◆ **Required action**
The answer must be every line below that contains the string "none".

Stored data entries
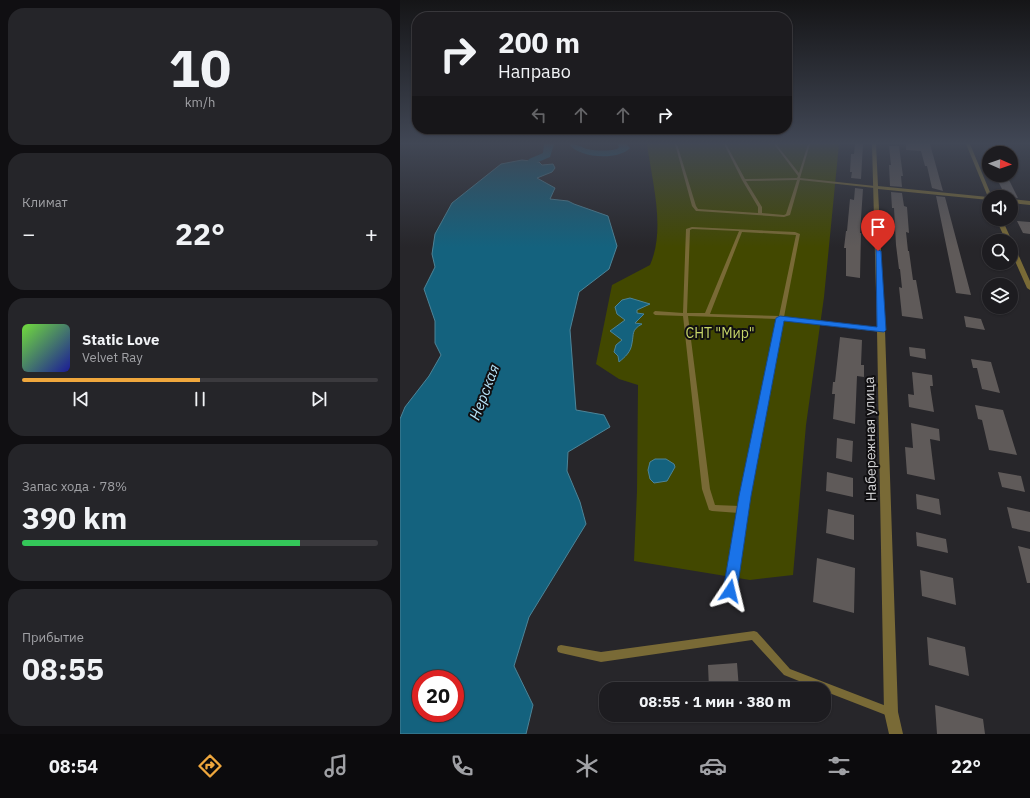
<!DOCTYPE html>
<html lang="ru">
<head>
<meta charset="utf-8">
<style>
  :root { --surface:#1d1c20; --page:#252529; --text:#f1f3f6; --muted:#a0a1a5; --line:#3b3a3e; --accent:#efa73d }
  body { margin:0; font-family:"IBM Plex Sans",sans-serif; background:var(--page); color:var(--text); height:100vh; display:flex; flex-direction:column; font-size:15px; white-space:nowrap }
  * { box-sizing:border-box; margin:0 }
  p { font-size:13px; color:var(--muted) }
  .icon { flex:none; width:22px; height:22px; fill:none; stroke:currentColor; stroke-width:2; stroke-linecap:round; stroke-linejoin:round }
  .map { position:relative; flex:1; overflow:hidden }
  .panel { display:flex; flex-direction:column; gap:8px; padding:8px; background:#100f12; width:400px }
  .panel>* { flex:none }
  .banner { position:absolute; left:12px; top:12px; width:380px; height:122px; border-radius:16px; box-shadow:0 1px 3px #0004,0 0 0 1px var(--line); background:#1d1c20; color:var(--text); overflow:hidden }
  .needle { width:26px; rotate:92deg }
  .buttons { position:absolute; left:582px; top:146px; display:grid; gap:8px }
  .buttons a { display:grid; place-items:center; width:36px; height:36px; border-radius:50%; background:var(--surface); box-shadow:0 1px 3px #0004,0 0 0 1px var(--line); font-size:20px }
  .speed { position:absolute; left:12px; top:670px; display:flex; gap:8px; font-size:20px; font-weight:700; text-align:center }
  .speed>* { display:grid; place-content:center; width:52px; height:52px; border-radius:50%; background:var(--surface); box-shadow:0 1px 3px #0004,0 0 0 1px var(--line); line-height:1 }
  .speed .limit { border:6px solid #d22; background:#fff; color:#111 }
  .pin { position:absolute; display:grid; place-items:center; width:34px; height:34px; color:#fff; margin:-41px -17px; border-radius:50% 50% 50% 0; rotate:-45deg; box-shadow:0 0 4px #0007 }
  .pin .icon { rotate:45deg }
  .me { position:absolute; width:44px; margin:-22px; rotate:10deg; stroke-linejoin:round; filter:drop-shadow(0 0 3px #0008) }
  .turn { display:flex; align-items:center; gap:14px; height:84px; padding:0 20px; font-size:18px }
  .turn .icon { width:52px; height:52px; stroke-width:2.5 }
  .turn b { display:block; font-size:28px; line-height:34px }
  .lanes { display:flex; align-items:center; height:38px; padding:0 20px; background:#0003; justify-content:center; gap:20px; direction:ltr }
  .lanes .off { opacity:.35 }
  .big { font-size:30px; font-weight:700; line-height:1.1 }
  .panel .card { flex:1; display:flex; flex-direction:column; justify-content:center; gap:6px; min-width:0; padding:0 14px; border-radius:16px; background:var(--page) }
  .panel .dial { align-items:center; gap:0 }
  .dial b { font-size:52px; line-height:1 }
  .song { display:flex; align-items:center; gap:12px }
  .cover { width:48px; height:48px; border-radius:6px; background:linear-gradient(135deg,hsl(100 70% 55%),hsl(240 70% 35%)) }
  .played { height:4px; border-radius:2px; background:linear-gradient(90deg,var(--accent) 50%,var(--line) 50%) }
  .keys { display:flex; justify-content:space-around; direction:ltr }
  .heat { display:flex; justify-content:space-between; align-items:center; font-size:22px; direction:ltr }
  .charge { height:6px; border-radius:3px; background:linear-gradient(90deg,#34c759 78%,var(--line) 0) }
  .trip { position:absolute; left:199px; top:682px; width:232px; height:40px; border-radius:16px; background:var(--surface); box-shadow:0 1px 3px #0004,0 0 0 1px var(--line); font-weight:700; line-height:40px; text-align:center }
  .menu { display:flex; height:64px; justify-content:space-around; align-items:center; background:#0c0b0d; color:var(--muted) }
  .menu .icon { width:28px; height:28px }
  .menu .active { color:var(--accent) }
  .menu b { font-size:18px; color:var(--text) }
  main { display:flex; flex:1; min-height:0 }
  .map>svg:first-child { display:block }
  .green { fill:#424800 }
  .water { fill:#14627e; stroke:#4d8498; fill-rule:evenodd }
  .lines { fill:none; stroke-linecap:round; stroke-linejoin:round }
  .river { fill:#14627e; fill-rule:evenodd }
  .building { fill:#5f5a59 }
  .service { fill:#796a36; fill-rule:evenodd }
  .minor { fill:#796a36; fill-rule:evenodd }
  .route { fill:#1a73e8; stroke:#114b97 }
  .labels { text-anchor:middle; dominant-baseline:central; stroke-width:4; stroke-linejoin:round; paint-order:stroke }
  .park-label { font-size:14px; fill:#c8d669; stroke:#100f11 }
  .street-label { font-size:14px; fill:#d3d3d5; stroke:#100f11 }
  .water-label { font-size:15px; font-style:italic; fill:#b7e3f8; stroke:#100f11 }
</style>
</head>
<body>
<main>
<section class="panel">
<div class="card dial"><b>10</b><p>km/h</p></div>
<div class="card"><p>Климат</p>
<div class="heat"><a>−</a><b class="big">22°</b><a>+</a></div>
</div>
<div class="card">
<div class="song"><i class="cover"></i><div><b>Static Love</b><p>Velvet Ray</p></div></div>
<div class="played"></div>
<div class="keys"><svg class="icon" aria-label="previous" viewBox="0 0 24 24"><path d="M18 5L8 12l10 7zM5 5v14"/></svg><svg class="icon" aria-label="pause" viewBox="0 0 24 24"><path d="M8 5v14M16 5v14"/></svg><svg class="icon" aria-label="next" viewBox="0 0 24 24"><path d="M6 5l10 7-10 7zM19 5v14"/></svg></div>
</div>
<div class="card"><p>Запас хода · 78%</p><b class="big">390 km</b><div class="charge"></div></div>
<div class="card"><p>Прибытие</p><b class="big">08:55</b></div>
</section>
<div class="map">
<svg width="630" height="734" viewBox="0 0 630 734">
  <rect width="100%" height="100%" fill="#27262a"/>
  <path class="green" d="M247 144H439L424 297 406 425 393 575 350 580 234 561 237 491 238 385 219 379 196 364 212 285 250 265C266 229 252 182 247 144Z"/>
  <path class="water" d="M122 160 139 162 142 165 153 164 155 168 152 172 137 178 155 188 150 199 168 201 174 204 208 216 217 246 209 269 179 292 170 330 176 410 204 415 210 427 168 452 167 471 180 502 186 524 129 617 114 666 133 705 126 734H0V419L5 407 29 376 41 355 35 343V321L24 289 35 267 32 254 35 234 52 203 101 164ZM21 679H55V713H21Z
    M230 298 250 304 237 310V313L244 314 235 323 242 324C231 330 234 334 232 343 231 352 225 357 219 362L218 356 214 352 216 345 222 340 210 331 225 320 217 314 215 307 222 300Z
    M255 459H266L274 464 275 467 267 481 254 483 250 479 248 470 250 462Z"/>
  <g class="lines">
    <path class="river" d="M144 144H154L150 157 136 163 124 183H116L115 181 129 159 143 153Z
      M169 144C178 144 179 146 187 149 197 151 208 151 217 149L219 147 217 144H226L230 148C218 161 178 158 169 144Z"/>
  </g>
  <path class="building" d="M455 144H463L461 179 451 178 452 172H450L451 154H454Z
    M506 144H530L543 191 532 188 527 166H525L521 151 506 150Z
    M489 146H499L503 176H501L502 187 490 186 489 165H491Z
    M595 175 607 176 618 198 606 197Z
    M455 188 463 189 460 233H461L460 278 446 276V248H444L446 231H447L450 199 454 200Z
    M491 192 502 193 504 206 507 207 509 233 506 232 508 251H509L513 280H516L523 319 502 316 499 287 502 288 500 269H499L496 245 494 208H492Z
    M536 196 545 197 571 295 556 293Z
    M617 221 630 222V234L623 233Z
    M564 316 581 319 585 330 566 327Z
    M440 337 462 340 461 365H464V377L457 376 455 424 433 419 435 394H432L433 382H435Z
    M509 347 525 349 526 359 510 356Z
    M571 359 591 362 600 393 582 389 577 368H573Z
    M512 372 532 375 533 386H530L534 412 509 407 508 394 514 395Z
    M575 405 603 410 617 455 589 450 582 420 578 419Z
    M511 423 539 429 540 441 530 439 535 480 507 474 505 447 513 448Z
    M437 438 453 441 452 462 436 458Z
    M427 472 453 478V497L426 491Z
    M598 472 621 476 625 492 602 487Z
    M516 494 539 499 541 515 517 509Z
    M607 507 630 512V532L612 528Z
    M428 509 454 515V540L426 533Z
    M516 532 546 539 548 553 517 546Z
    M618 546 630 549V583H627Z
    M417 558 455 568 454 613 413 602Z
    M520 570 553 578 556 605 522 596Z
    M527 637 565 647 569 676 529 665Z
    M337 663 339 689H309L308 665Z
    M535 705 583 719 585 734H537Z"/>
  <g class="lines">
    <path class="service" d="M275 144H277L296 206 298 209 358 213V207L342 180 324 144H326L345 179 397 178 398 176 374 144H376L399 173 408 144H410L400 178 475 186 477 187 475 188 400 180 390 215 384 217 297 211H296L292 206ZM397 180 386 214 384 215 362 213V207L346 181Z
      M292 227 395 232 400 234 384 317 481 328 484 330 481 332 383 320 349 496 334 591 333 594 330 595 327 594 326 591 339 513 312 511 309 510 302 489 283 316 255 315 253 313 255 311 283 313 286 229ZM292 229 339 231 305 313H287L290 230ZM342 232 396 235 379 316 310 314ZM288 316 378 319 340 506 315 505 310 489Z
      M354 631 357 632 390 669 494 709 496 712 494 715 491 717 424 691V689H419L384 675 352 640 201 662 161 653 158 652 157 649 158 646 161 645 201 652Z"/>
    <path class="minor" d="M472 144H476L478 186 588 197 566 144H570L592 197H589V200L478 189 485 330 498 712 503 734H489L484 712 477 330Z
      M611 199 630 201V205L611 203Z
      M596 219H602L612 241 611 242V241H606Z
      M611 243 614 245 630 281V290L627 288 611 252Z"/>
  </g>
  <linearGradient id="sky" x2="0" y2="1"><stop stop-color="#151517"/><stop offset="0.58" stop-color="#414755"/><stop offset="1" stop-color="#414755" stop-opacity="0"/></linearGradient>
  <rect width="630" height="247" fill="url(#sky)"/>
  <path class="route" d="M476 249 481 251 486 330 484 332 384 321 351 496 337 591 335 596 330 598 325 596 323 591 339 496 376 318 380 316 477 327Z"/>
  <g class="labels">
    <g class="park-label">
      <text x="320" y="333">СНТ "Мир"</text>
    </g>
    <g class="street-label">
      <text transform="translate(470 439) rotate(-91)">Набережная улица</text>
    </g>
    <g class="water-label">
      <text transform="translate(84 392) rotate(-69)">Нерская</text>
    </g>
  </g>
</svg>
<div class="buttons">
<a><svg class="needle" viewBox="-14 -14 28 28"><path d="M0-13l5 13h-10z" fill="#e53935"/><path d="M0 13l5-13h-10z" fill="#a0a1a5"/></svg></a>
<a><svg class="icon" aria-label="sound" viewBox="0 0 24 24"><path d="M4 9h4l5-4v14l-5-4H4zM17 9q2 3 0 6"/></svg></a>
<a><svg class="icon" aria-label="search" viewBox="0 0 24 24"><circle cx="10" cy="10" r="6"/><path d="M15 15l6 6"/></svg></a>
<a><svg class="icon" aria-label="layers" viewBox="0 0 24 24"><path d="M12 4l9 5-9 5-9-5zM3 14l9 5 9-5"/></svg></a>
</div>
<div class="speed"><div class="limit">20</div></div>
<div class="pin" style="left:478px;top:251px;background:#d93025"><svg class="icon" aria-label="arrive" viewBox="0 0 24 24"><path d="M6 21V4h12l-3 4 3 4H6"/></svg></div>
<svg class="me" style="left:330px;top:591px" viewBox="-20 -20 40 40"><path d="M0-17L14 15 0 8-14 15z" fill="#1a73e8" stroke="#fff" stroke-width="4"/></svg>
<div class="trip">08:55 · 1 мин · 380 m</div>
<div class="banner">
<div class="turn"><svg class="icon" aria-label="right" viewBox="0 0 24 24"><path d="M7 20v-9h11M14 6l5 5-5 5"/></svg><div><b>200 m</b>Направо</div></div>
<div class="lanes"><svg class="icon off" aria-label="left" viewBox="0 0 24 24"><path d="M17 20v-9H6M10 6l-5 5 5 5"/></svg><svg class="icon off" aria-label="ahead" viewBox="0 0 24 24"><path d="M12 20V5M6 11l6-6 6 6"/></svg><svg class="icon off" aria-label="ahead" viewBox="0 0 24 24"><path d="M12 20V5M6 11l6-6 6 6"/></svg><svg class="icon" aria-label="right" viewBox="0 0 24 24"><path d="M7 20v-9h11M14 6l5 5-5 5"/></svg></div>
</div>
</div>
</main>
<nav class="menu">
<b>08:54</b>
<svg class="icon active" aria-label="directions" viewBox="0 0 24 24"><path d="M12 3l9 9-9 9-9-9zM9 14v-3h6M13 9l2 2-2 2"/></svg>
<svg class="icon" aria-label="music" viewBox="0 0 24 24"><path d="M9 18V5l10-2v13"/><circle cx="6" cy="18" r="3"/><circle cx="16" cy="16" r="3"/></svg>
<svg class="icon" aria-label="phone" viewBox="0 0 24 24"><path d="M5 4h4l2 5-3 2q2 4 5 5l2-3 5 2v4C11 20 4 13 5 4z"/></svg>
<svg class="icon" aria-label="climate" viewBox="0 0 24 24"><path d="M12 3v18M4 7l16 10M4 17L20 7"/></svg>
<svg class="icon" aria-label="car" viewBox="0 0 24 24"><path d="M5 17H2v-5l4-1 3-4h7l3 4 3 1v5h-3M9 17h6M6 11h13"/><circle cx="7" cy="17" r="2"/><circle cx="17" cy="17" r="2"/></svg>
<svg class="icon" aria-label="filters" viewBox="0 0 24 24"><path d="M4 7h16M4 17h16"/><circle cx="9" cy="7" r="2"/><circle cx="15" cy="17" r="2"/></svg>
<b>22°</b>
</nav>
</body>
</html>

◆ **Result below**
  .icon { flex:none; width:22px; height:22px; fill:none; stroke:currentColor; stroke-width:2; stroke-linecap:round; stroke-linejoin:round }
  .panel>* { flex:none }
  .lines { fill:none; stroke-linecap:round; stroke-linejoin:round }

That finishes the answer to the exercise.